Within my team, I always create a sense of trust and openness to allow for mistakes. When the team feels as if they can rely on each other for support, it keeps them motivated. And something else that I’ve learned is that giving positive feedback is better than giving negative feedback. Congratulate your team when they deserve it. For every point of critical feedback I give a team member, I try to find multiple positives, which I think is important and more productive.
HOW DO YOU MEASURE YOUR AND YOUR TEAM’S PERFORMANCE?
My team’s performance depends on the numbers. I often rely on numbers to make decisions as they tend to be more consistent in their judgement. In order to be objective, we create clear quarterly and monthly goals with different values where everyone is able to track their performance. Additionally, we use client retention, sales numbers, etc. to measure the overall team progress.
HOW DO YOU DEAL WITH UNCERTAINTY AS A LEADER IN A TIME WHERE LEADERSHIP IS MORE IMPORTANT THAN EVER?
It’s rare for me to feel certain as a leader. But it’s not necessary to be certain to make leadership decisions. I make decisions based on the team, the structure that we have, and the ability to follow through with the decision. And acknowledging uncertainty does not taint one’s leadership.
WHAT ROLE DO YOU SEE YOUR TEAM PLAYING IN THE ECONOMIC RECOVERY OF THE 2020 GLOBAL PANDEMIC?
Given that SolAfrica offers financing for solar solutions, we would like to help companies recover from the economic damage by helping them become energy independent. Through our partnerships with our investors, we identify companies that are using diesel generators as their main source of energy and convert them to solar. This usually results in a cheaper monthly cost.
HOW IMPORTANT IS SCENARIO PLANNING WHEN IMPLEMENTING ANNUAL STRATEGIES?
We create annual strategies based on the data we collect from the previous years, and make projections based on worse and best case scenarios.
WHEN WE TALK ABOUT DIGITALISATION, THE COMPLEXITIES AND INTRICACIES, WHAT ARE YOUR THOUGHTS AND FEELINGS AROUND THIS AND HOW IT WILL CHANGE THE SHAPE OF THE POWER AND ENERGY SECTOR AFRICA?
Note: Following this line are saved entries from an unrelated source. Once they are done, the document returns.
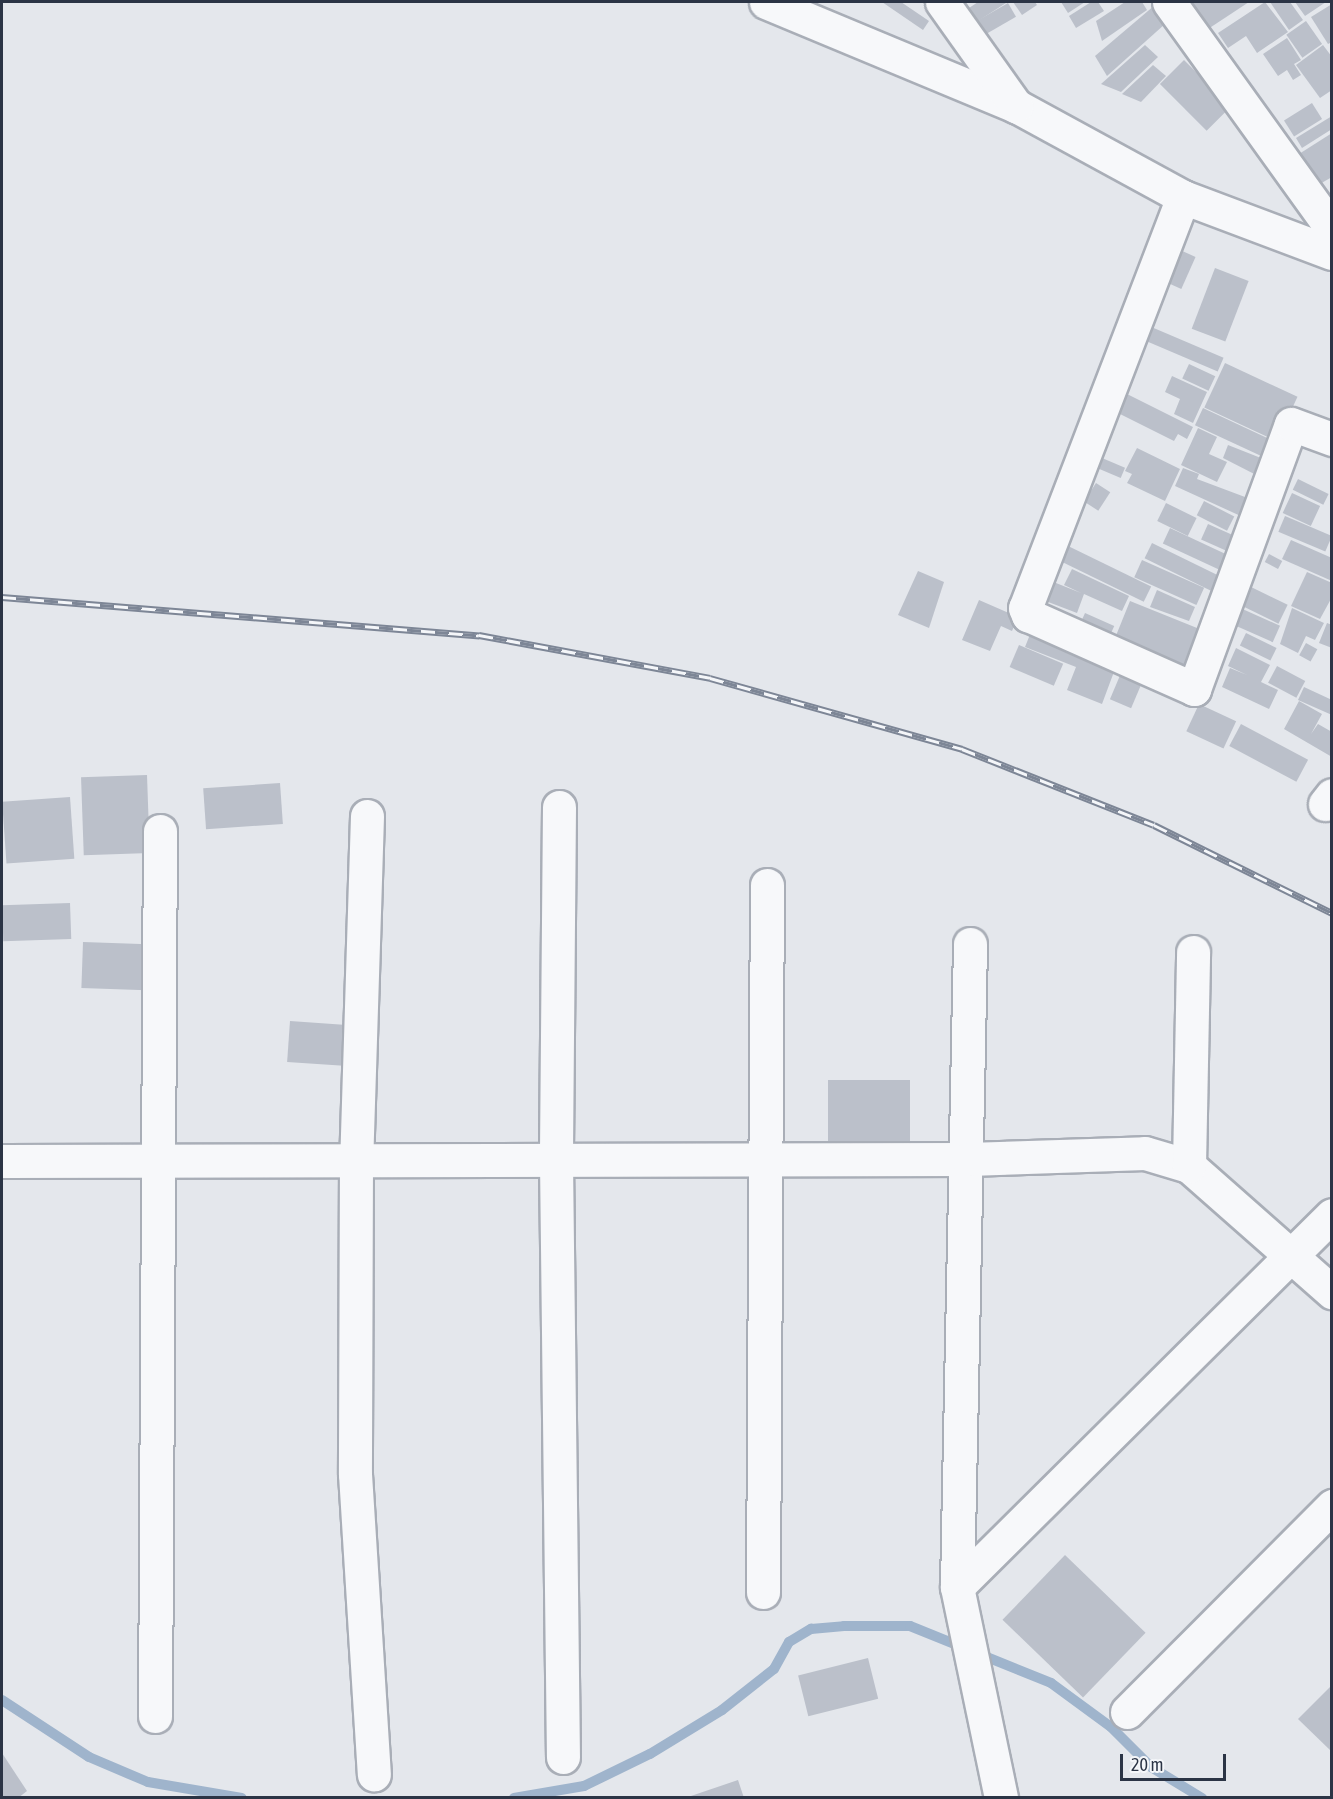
<!DOCTYPE html>
<style>
body{margin:0}
#map{position:relative;width:1333px;height:1799px;overflow:hidden;background:#e4e7ec;font-family:"Asap Condensed",sans-serif}
div>[style]{position:absolute}
.stream>*{height:10px;margin:-5px;padding:0 5px;transform-origin:5px;border-radius:5px;background:#9fb4cc}
.building>*{inset:0;background:#bbc0ca;transform-origin:0 0}
.roads{filter:drop-shadow(2px 0 #a9aeb7) drop-shadow(-2px 0 #a9aeb7) drop-shadow(0 2px #a9aeb7) drop-shadow(0 -2px #a9aeb7)}
.minor>*{height:33px;margin:-16.5px;padding:0 16.5px;transform-origin:16.5px;border-radius:16.5px;background:#f7f8fa}
.rail>*{height:7px;margin-top:-3.5px;transform-origin:0;background:repeating-linear-gradient(90deg,#f4f6f9 0 14px,#7d8696 0 28px);box-sizing:border-box;border-block:2px solid #7d8696}
span{translate:-50% -50%;white-space:nowrap;text-align:center;line-height:1.15;-webkit-text-stroke:4.5px #f4f6f9;paint-order:stroke}
.frame{position:absolute;inset:0;border:3px solid #2b3445;pointer-events:none}
.scale{position:absolute;left:1120px;top:1754px;width:106px;height:27px;box-sizing:border-box;border:3px solid #2b3445;border-top:0;padding-left:8px;font-size:18px;line-height:21px;white-space:nowrap;color:#2b3445;-webkit-text-stroke:4px #f4f6f9;paint-order:stroke}
</style>
<div id="map">
<div class="stream">
<i style="left:2px;top:1700px;width:104px;rotate:33.2deg"></i>
<i style="left:89px;top:1757px;width:64px;rotate:23deg"></i>
<i style="left:148px;top:1782px;width:95px;rotate:9.7deg"></i>
<i style="left:514px;top:1798px;width:71px;rotate:-9.7deg"></i>
<i style="left:584px;top:1786px;width:73px;rotate:-25.9deg"></i>
<i style="left:650px;top:1754px;width:84px;rotate:-31.4deg"></i>
<i style="left:722px;top:1710px;width:66px;rotate:-38.3deg"></i>
<i style="left:774px;top:1669px;width:31px;rotate:-61deg"></i>
<i style="left:789px;top:1642px;width:26px;rotate:-31deg"></i>
<i style="left:811px;top:1629px;width:33px;rotate:-5deg"></i>
<i style="left:844px;top:1626px;width:66px"></i>
<i style="left:910px;top:1626px;width:152px;rotate:22deg"></i>
<i style="left:1051px;top:1683px;width:74px;rotate:36.3deg"></i>
<i style="left:1111px;top:1727px;width:57px;rotate:45deg"></i>
<i style="left:1151px;top:1767px;width:60px;rotate:31.3deg"></i>
</div>
<div class="building">
<i style="clip-path:polygon(882px 2px,901px 2px,929px 21px,923px 30px)"></i>
<i style="clip-path:polygon(978px 2px,1004px 2px,1006px 3px,978px 21px,969px 8px)"></i>
<i style="clip-path:polygon(1013px 2px,1035px 2px,1037px 5px,1022px 15px)"></i>
<i style="clip-path:polygon(1061px 2px,1085px 2px,1068px 13px)"></i>
<i style="clip-path:polygon(1091px 2px,1098px 2px,1104px 11px,1076px 28px,1069px 16px)"></i>
<i style="clip-path:polygon(1125px 2px,1142px 2px,1147px 10px,1102px 41px,1096px 21px)"></i>
<i style="clip-path:polygon(1186px 2px,1249px 2px,1205px 31px)"></i>
<i style="clip-path:polygon(1265px 2px,1288px 32px,1257px 53px,1246px 36px,1228px 48px,1218px 33px)"></i>
<i style="clip-path:polygon(1270px 2px,1290px 2px,1303px 20px,1289px 30px)"></i>
<i style="clip-path:polygon(1295px 2px,1326px 2px,1305px 16px)"></i>
<i style="left:1008px;top:3px;width:16px;height:35px;rotate:60deg"></i>
<i style="clip-path:polygon(1332px 4px,1332px 42px,1328px 44px,1311px 17px)"></i>
<i style="clip-path:polygon(1155px 5px,1165px 24px,1107px 76px,1095px 56px)"></i>
<i style="left:1306px;top:21px;width:28px;height:24px;rotate:55deg"></i>
<i style="clip-path:polygon(1287px 38px,1301px 60px,1294px 64px,1301px 75px,1293px 80px,1287px 70px,1278px 76px,1263px 54px)"></i>
<i style="clip-path:polygon(1145px 45px,1158px 57px,1121px 92px,1101px 84px)"></i>
<i style="clip-path:polygon(1323px 45px,1332px 57px,1332px 90px,1320px 98px,1296px 65px)"></i>
<i style="left:1184px;top:60px;width:66px;height:34px;rotate:45deg"></i>
<i style="clip-path:polygon(1153px 65px,1166px 76px,1141px 102px,1122px 94px)"></i>
<i style="left:1312px;top:103px;width:19px;height:33px;rotate:58deg"></i>
<i style="clip-path:polygon(1332px 116px,1332px 129px,1302px 148px,1296px 138px)"></i>
<i style="clip-path:polygon(1332px 133px,1332px 177px,1318px 185px,1299px 154px)"></i>
<i style="left:1180px;top:250px;width:17px;height:35px;rotate:24deg"></i>
<i style="left:1215px;top:268px;width:36px;height:65px;rotate:21deg"></i>
<i style="left:1149px;top:326px;width:81px;height:15px;rotate:23deg"></i>
<i style="left:1225px;top:363px;width:80px;height:49px;rotate:25deg"></i>
<i style="left:1189px;top:364px;width:29px;height:16px;rotate:25deg"></i>
<i style="clip-path:polygon(1172px 376px,1207px 392px,1193px 423px,1174px 414px,1180px 399px,1165px 392px)"></i>
<i style="clip-path:polygon(1125px 393px,1193px 427px,1187px 439px,1178px 434px,1174px 441px,1116px 412px)"></i>
<i style="left:1203px;top:408px;width:82px;height:19px;rotate:25deg"></i>
<i style="clip-path:polygon(1198px 428px,1217px 437px,1209px 454px,1227px 462px,1217px 482px,1181px 465px)"></i>
<i style="clip-path:polygon(1228px 445px,1271px 462px,1264px 479px,1223px 458px)"></i>
<i style="clip-path:polygon(1137px 448px,1180px 469px,1165px 501px,1127px 483px,1132px 474px,1125px 471px)"></i>
<i style="left:1102px;top:458px;width:25px;height:11px;rotate:23deg"></i>
<i style="clip-path:polygon(1183px 468px,1199px 474px,1197px 479px,1253px 500px,1245px 518px,1175px 486px)"></i>
<i style="left:1298px;top:479px;width:34px;height:12px;rotate:26deg"></i>
<i style="left:1096px;top:483px;width:17px;height:22px;rotate:33deg"></i>
<i style="left:1292px;top:493px;width:31px;height:22px;rotate:25deg"></i>
<i style="left:1204px;top:501px;width:34px;height:16px;rotate:27deg"></i>
<i style="left:1166px;top:503px;width:34px;height:20px;rotate:26deg"></i>
<i style="left:1285px;top:516px;width:51px;height:17px;rotate:23deg"></i>
<i style="left:1208px;top:524px;width:35px;height:17px;rotate:24deg"></i>
<i style="left:1170px;top:528px;width:69px;height:17px;rotate:25deg"></i>
<i style="clip-path:polygon(1291px 540px,1332px 558px,1332px 581px,1282px 559px)"></i>
<i style="left:1152px;top:543px;width:79px;height:17px;rotate:26deg"></i>
<i style="left:1064px;top:544px;width:97px;height:17px;rotate:26deg"></i>
<i style="left:1269px;top:554px;width:15px;height:9px;rotate:28deg"></i>
<i style="left:1142px;top:560px;width:68px;height:19px;rotate:24deg"></i>
<i style="clip-path:polygon(1072px 569px,1129px 596px,1122px 611px,1084px 594px,1077px 613px,1043px 600px,1051px 581px,1081px 593px,1064px 585px)"></i>
<i style="clip-path:polygon(918px 571px,944px 582px,929px 628px,898px 615px)"></i>
<i style="clip-path:polygon(1307px 572px,1332px 583px,1332px 597px,1320px 619px,1291px 606px)"></i>
<i style="left:1249px;top:586px;width:43px;height:21px;rotate:26deg"></i>
<i style="clip-path:polygon(1157px 590px,1195px 607px,1189px 621px,1150px 607px)"></i>
<i style="clip-path:polygon(979px 600px,1018px 617px,1012px 631px,1001px 626px,990px 651px,962px 640px)"></i>
<i style="left:1130px;top:601px;width:81px;height:54px;rotate:22deg"></i>
<i style="left:1238px;top:607px;width:46px;height:18px;rotate:24deg"></i>
<i style="clip-path:polygon(1292px 608px,1324px 623px,1315px 640px,1306px 636px,1298px 653px,1280px 644px)"></i>
<i style="left:1085px;top:613px;width:32px;height:23px;rotate:24deg"></i>
<i style="clip-path:polygon(1327px 623px,1332px 625px,1332px 648px,1319px 643px)"></i>
<i style="clip-path:polygon(1033px 627px,1118px 661px,1102px 704px,1067px 690px,1076px 667px,1025px 647px)"></i>
<i style="left:1246px;top:633px;width:34px;height:14px;rotate:26deg"></i>
<i style="left:1306px;top:643px;width:13px;height:14px;rotate:29deg"></i>
<i style="left:1019px;top:645px;width:48px;height:24px;rotate:23deg"></i>
<i style="clip-path:polygon(1236px 648px,1270px 665px,1261px 682px,1278px 690px,1269px 709px,1222px 687px,1230px 668px,1247px 675px,1228px 666px)"></i>
<i style="left:1124px;top:666px;width:23px;height:36px;rotate:23deg"></i>
<i style="left:1277px;top:666px;width:32px;height:19px;rotate:28deg"></i>
<i style="clip-path:polygon(1304px 687px,1332px 700px,1332px 715px,1298px 700px)"></i>
<i style="clip-path:polygon(1299px 701px,1322px 714px,1311px 734px,1318px 724px,1332px 732px,1332px 757px,1284px 729px)"></i>
<i style="left:1199px;top:704px;width:41px;height:30px;rotate:25deg"></i>
<i style="left:1241px;top:724px;width:76px;height:25px;rotate:28deg"></i>
<i style="left:147px;top:775px;width:78px;height:66px;rotate:88deg"></i>
<i style="left:280px;top:783px;width:41px;height:77px;rotate:86deg"></i>
<i style="left:70px;top:797px;width:62px;height:68px;rotate:86deg"></i>
<i style="left:70px;top:903px;width:36px;height:68px;rotate:88deg"></i>
<i style="left:83px;top:942px;width:65px;height:46px;rotate:2deg"></i>
<i style="left:290px;top:1021px;width:64px;height:41px;rotate:4deg"></i>
<i style="left:828px;top:1080px;width:82px;height:74px"></i>
<i style="left:1065px;top:1555px;width:112px;height:90px;rotate:44deg"></i>
<i style="left:868px;top:1658px;width:42px;height:72px;rotate:76deg"></i>
<i style="clip-path:polygon(1332px 1685px,1332px 1752px,1298px 1719px)"></i>
<i style="clip-path:polygon(2px 1753px,27px 1791px,18px 1798px,2px 1798px)"></i>
<i style="clip-path:polygon(738px 1780px,744px 1798px,688px 1798px,688px 1797px)"></i>
</div>
<div class="roads">
<div class="minor">
<i style="left:766px;top:2px;width:271px;rotate:22.6deg"></i>
<i style="left:1016px;top:106px;width:190px;rotate:28.6deg"></i>
<i style="left:1183px;top:197px;width:159px;rotate:20.6deg"></i>
<i style="left:942px;top:2px;width:128px;rotate:54.6deg"></i>
<i style="left:1169px;top:2px;width:279px;rotate:54.3deg"></i>
<i style="left:1183px;top:197px;width:440px;rotate:111deg"></i>
<i style="left:1025px;top:608px;width:8px;rotate:67deg"></i>
<i style="left:1028px;top:615px;width:182px;rotate:24deg"></i>
<i style="left:1194px;top:689px;width:282px;rotate:-69.9deg"></i>
<i style="left:1291px;top:424px;width:44px;rotate:20.1deg"></i>
<i style="left:1325px;top:804px;width:11px;rotate:-52deg"></i>
<i style="left:559px;top:807px;width:354px;rotate:90.5deg"></i>
<i style="left:556px;top:1161px;width:596px;rotate:89.33deg"></i>
<i style="left:367px;top:816px;width:346px;rotate:91.8deg"></i>
<i style="left:356px;top:1162px;width:312px;rotate:90.2deg"></i>
<i style="left:355px;top:1474px;width:301px;rotate:86.4deg"></i>
<i style="left:970px;top:944px;width:643px;rotate:91.16deg"></i>
<i style="left:957px;top:1587px;width:216px;rotate:78.2deg"></i>
<i style="left:2px;top:1161px;width:966px;rotate:-0.12deg"></i>
<i style="left:968px;top:1159px;width:177px;rotate:-1.9deg"></i>
<i style="left:1145px;top:1153px;width:46px;rotate:16.5deg"></i>
<i style="left:1189px;top:1166px;width:191px;rotate:41.4deg"></i>
<i style="left:1189px;top:1166px;width:214px;rotate:-88.9deg"></i>
<i style="left:957px;top:1587px;width:528px;rotate:-44.77deg"></i>
<i style="left:763px;top:1592px;width:707px;rotate:-89.68deg"></i>
<i style="left:1127px;top:1712px;width:291px;rotate:-45.1deg"></i>
<i style="left:155px;top:1716px;width:885px;rotate:-89.68deg"></i>
</div>
</div>
<div class="rail">
<i style="left:2px;top:597px;width:479px;rotate:4.6deg"></i>
<i style="left:479px;top:635px;width:235px;rotate:10.5deg"></i>
<i style="left:710px;top:678px;width:262px;rotate:15.7deg"></i>
<i style="left:962px;top:749px;width:206px;rotate:21.6deg"></i>
<i style="left:1154px;top:825px;width:199px;rotate:26.3deg"></i>
</div>
<div class="frame"></div>
<div class="scale">20 m</div>
</div>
Digitalisation has made information much more accessible and digestible. But without access to energy, it is nearly impossible to join the digital age. Digitalisation is helping the power sector to flourish in areas where there is access to energy; but in areas where there is no access to energy, digitalisation isn’t playing as big a role.
WHAT DO YOU WANT YOUR LEGACY TO BE?
I’d like my legacy to be elevating young Africans. I believe the world is truly missing out on the African youth’s creativity and genius. Beyond providing access to energy, I hope to provide access to opportunities to the youth in the DRC and across the African continent.